§ **What you are asked to do**: Tally how many lines in the data below include "linecap", then please reply with only that figure.

§ **Data excerpts**:
════════════════
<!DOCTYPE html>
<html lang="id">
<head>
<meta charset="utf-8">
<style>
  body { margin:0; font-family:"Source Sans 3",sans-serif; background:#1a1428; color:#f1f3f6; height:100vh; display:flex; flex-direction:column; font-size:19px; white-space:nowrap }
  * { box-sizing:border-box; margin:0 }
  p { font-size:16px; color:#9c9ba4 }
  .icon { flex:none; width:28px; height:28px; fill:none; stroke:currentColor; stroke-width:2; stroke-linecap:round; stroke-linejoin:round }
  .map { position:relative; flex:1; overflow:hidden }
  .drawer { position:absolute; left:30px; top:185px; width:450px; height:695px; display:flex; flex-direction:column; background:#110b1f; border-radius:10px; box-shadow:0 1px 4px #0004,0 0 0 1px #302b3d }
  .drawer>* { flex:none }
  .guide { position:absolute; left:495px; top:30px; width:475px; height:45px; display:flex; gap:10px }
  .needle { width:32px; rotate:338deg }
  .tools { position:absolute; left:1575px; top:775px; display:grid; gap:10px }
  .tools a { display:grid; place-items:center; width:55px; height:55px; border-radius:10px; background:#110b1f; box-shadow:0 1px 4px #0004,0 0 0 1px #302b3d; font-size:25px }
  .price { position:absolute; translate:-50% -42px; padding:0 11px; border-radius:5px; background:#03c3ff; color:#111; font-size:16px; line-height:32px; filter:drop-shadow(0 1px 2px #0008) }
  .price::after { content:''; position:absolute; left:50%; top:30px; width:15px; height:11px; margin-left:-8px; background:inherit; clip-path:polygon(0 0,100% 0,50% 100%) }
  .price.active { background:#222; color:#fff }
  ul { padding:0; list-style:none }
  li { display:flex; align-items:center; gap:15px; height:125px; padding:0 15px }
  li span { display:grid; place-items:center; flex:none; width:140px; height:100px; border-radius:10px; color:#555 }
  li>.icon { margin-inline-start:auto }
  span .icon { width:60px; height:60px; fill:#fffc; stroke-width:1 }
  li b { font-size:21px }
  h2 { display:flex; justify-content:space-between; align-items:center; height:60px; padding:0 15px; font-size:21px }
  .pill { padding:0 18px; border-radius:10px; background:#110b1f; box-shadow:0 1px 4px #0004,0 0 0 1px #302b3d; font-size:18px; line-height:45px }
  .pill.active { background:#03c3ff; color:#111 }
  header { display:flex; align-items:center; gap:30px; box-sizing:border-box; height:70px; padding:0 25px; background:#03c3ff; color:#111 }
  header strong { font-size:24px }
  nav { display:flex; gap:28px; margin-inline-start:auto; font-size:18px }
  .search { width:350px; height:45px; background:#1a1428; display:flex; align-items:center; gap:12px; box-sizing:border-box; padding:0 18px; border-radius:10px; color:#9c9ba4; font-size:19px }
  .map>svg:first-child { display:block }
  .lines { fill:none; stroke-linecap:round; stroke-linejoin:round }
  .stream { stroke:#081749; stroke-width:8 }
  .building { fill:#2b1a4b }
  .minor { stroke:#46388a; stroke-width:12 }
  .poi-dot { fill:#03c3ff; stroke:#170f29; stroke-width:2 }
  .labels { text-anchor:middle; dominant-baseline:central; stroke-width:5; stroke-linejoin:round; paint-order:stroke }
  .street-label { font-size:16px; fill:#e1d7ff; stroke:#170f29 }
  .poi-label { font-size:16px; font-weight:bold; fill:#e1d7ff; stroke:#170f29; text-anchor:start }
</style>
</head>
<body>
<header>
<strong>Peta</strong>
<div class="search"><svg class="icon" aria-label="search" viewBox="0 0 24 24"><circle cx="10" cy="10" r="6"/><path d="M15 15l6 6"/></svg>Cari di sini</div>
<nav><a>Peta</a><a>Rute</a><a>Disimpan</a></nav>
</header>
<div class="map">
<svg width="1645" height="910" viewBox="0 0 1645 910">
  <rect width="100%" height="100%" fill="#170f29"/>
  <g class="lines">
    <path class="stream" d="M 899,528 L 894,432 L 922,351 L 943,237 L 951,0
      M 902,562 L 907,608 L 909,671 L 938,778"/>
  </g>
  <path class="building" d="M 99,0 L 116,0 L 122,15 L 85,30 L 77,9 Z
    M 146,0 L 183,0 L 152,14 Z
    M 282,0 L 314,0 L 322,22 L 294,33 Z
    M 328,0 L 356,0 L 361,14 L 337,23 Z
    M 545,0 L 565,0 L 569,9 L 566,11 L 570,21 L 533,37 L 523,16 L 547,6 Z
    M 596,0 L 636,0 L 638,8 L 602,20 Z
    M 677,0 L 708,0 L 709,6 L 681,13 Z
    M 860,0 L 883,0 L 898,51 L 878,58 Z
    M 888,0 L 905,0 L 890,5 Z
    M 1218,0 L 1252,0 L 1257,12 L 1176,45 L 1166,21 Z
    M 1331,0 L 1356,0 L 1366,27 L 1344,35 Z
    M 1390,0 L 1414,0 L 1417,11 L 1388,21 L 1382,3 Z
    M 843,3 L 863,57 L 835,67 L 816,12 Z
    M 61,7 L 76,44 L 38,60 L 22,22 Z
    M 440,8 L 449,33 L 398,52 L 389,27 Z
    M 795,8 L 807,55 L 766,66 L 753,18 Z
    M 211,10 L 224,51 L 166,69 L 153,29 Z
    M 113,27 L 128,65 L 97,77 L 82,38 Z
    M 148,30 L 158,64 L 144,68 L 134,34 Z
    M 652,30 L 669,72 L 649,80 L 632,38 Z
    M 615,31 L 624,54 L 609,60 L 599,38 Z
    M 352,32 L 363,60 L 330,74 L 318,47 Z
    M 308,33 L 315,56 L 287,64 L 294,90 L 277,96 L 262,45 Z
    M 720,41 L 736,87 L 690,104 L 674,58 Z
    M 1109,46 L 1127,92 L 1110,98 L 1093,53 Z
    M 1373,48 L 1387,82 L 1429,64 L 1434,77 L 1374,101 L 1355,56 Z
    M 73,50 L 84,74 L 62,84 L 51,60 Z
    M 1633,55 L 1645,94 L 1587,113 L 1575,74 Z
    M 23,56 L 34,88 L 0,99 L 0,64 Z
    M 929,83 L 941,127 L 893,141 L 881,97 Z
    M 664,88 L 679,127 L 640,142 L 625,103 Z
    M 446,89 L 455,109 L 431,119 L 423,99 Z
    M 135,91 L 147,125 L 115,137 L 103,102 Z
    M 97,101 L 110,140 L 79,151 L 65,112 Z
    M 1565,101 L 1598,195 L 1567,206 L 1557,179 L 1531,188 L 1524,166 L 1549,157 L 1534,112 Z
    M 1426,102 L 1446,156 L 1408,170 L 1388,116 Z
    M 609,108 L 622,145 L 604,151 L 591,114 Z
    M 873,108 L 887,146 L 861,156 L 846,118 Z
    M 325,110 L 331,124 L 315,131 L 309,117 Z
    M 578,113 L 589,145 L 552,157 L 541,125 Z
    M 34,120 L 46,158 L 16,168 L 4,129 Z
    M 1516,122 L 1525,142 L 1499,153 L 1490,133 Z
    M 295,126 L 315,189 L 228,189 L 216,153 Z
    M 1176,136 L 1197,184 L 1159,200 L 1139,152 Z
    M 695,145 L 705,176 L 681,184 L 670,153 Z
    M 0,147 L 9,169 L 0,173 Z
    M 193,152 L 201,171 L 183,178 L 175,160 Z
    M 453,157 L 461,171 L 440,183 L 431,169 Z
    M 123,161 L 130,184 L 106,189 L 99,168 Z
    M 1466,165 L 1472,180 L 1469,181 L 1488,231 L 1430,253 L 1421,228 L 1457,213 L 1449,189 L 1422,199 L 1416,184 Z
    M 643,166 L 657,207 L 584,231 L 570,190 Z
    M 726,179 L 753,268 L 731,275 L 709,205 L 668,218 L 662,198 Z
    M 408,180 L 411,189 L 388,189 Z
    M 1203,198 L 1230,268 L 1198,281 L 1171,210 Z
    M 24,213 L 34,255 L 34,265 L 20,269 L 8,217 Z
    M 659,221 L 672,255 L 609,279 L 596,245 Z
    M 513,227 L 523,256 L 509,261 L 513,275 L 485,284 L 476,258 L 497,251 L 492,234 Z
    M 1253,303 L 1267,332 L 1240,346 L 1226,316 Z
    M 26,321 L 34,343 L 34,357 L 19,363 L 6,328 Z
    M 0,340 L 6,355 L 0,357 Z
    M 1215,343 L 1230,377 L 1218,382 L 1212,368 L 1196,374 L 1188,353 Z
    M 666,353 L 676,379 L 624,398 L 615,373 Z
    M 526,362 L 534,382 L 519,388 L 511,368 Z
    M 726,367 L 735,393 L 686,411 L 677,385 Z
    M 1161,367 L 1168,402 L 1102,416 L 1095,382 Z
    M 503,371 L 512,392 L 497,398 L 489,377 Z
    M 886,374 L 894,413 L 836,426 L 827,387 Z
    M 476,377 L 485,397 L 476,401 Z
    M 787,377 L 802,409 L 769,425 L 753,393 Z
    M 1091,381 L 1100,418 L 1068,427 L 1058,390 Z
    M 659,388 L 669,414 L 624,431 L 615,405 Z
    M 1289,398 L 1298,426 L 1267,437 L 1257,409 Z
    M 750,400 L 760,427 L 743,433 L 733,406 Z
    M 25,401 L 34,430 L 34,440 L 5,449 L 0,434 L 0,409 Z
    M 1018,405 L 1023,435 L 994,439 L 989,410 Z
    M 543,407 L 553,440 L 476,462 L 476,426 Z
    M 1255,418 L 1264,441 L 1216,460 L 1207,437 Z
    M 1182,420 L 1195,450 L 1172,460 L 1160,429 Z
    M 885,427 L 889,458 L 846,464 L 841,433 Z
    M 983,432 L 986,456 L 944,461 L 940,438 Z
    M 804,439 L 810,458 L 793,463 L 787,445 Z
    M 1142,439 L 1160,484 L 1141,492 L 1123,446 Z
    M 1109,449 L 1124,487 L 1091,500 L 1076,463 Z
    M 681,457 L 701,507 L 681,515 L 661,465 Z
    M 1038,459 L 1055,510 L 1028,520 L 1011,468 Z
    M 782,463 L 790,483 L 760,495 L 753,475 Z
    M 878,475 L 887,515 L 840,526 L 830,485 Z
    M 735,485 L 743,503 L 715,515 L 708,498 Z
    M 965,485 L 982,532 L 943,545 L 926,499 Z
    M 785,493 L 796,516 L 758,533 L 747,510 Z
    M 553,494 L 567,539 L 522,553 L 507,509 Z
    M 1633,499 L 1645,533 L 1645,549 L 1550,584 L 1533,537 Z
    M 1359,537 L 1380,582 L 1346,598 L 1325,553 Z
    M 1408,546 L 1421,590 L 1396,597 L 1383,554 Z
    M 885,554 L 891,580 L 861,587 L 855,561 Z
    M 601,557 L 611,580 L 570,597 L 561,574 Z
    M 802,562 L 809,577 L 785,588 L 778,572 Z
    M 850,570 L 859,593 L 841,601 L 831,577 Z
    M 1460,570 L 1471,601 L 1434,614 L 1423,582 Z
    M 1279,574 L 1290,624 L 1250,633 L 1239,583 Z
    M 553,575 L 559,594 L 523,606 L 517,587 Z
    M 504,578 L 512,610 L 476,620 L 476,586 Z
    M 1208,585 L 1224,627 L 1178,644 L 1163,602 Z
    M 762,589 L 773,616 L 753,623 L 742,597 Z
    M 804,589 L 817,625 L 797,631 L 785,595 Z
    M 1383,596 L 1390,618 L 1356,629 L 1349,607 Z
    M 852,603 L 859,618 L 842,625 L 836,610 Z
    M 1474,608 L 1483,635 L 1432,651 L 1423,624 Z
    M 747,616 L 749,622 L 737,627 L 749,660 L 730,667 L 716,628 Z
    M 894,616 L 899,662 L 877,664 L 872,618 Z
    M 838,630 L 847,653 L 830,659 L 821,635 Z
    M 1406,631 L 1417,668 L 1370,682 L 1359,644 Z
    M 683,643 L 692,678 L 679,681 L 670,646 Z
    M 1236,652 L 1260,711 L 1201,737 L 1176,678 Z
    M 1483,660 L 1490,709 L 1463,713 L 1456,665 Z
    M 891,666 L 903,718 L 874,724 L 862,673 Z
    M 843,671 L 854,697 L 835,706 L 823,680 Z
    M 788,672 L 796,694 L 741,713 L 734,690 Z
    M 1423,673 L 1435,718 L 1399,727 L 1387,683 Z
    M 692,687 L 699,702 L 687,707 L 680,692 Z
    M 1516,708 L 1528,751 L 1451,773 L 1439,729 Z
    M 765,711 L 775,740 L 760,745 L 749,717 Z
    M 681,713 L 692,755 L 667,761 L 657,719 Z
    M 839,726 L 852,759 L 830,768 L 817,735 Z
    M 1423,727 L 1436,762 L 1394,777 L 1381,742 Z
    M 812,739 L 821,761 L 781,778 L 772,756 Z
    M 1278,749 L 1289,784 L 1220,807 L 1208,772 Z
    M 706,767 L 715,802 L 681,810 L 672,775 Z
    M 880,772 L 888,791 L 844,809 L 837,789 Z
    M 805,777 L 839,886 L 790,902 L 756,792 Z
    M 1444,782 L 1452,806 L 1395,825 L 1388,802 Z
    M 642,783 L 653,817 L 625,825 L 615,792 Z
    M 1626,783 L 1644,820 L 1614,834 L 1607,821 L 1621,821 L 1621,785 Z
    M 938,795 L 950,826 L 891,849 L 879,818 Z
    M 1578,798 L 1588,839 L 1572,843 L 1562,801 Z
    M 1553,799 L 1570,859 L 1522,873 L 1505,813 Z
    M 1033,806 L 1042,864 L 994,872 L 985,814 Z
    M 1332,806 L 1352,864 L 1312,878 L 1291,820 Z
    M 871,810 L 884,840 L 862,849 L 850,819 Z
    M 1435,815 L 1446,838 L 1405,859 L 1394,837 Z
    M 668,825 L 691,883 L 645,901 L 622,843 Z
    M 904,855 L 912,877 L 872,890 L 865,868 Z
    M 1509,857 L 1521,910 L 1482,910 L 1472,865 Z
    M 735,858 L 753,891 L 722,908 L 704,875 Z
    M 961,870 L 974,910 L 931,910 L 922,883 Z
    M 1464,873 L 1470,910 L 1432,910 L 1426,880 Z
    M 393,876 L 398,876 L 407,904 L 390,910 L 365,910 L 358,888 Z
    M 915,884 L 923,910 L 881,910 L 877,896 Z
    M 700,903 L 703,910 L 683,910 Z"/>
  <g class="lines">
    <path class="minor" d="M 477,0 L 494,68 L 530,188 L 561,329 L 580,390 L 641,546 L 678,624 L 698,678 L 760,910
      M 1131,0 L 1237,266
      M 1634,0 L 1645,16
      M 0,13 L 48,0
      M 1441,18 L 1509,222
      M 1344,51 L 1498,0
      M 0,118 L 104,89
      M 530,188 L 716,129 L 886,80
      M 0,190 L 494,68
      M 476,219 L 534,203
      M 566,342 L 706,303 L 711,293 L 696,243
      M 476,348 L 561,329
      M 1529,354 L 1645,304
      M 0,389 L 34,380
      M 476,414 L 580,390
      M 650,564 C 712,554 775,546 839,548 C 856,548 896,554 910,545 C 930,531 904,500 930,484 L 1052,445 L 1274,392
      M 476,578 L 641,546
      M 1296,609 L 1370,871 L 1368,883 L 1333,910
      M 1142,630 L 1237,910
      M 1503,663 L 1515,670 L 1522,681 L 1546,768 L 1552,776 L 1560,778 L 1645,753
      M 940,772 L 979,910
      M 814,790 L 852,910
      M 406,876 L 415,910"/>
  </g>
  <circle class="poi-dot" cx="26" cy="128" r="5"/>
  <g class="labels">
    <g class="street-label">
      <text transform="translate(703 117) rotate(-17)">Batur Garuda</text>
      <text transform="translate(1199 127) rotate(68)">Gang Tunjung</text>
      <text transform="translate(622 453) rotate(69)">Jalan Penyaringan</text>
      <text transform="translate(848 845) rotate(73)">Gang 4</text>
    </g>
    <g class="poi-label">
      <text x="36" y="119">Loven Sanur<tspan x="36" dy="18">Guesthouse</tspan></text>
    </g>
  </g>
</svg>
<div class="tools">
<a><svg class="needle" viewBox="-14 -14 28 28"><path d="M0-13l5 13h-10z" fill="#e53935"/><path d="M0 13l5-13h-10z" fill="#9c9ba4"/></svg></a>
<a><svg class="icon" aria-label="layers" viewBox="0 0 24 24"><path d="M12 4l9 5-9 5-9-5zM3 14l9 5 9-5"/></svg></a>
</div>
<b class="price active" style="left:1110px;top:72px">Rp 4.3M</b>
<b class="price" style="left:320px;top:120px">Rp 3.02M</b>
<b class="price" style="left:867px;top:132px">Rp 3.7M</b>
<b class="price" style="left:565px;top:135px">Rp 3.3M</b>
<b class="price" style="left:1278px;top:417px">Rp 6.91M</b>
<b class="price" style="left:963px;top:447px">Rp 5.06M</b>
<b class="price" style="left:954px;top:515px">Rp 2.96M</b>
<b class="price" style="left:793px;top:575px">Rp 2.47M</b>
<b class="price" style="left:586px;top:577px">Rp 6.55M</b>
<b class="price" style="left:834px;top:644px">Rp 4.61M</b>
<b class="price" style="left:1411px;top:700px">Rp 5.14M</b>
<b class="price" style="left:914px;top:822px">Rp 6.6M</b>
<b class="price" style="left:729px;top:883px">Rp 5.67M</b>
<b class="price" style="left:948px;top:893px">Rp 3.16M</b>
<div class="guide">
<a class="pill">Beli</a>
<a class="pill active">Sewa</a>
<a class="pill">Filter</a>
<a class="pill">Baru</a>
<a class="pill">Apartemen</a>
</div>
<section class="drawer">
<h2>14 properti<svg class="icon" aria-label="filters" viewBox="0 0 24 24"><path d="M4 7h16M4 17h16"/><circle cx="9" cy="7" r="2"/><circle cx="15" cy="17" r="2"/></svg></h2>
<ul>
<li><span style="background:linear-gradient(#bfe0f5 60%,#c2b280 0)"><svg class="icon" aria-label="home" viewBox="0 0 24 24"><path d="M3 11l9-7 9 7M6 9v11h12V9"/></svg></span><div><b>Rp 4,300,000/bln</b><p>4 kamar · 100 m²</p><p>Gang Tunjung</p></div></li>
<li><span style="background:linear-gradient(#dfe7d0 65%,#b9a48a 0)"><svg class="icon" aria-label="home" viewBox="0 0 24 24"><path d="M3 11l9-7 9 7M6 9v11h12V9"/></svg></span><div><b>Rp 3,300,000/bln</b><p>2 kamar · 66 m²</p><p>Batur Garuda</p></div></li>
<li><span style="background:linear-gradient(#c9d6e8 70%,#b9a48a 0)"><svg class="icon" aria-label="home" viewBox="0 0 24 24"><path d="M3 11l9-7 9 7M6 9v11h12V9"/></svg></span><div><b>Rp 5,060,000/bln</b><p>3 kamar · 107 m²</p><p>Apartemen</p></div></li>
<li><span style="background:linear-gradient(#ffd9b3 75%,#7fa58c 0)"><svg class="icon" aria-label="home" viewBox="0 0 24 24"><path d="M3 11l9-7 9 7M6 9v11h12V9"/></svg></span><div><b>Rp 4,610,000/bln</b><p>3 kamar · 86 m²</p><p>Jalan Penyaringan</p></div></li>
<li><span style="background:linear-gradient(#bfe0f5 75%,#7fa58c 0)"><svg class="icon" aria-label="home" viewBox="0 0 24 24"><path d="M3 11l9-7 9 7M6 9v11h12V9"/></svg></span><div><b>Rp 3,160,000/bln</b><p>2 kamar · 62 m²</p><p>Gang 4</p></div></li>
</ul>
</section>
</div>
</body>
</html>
════════════════
§ **Response area**: 2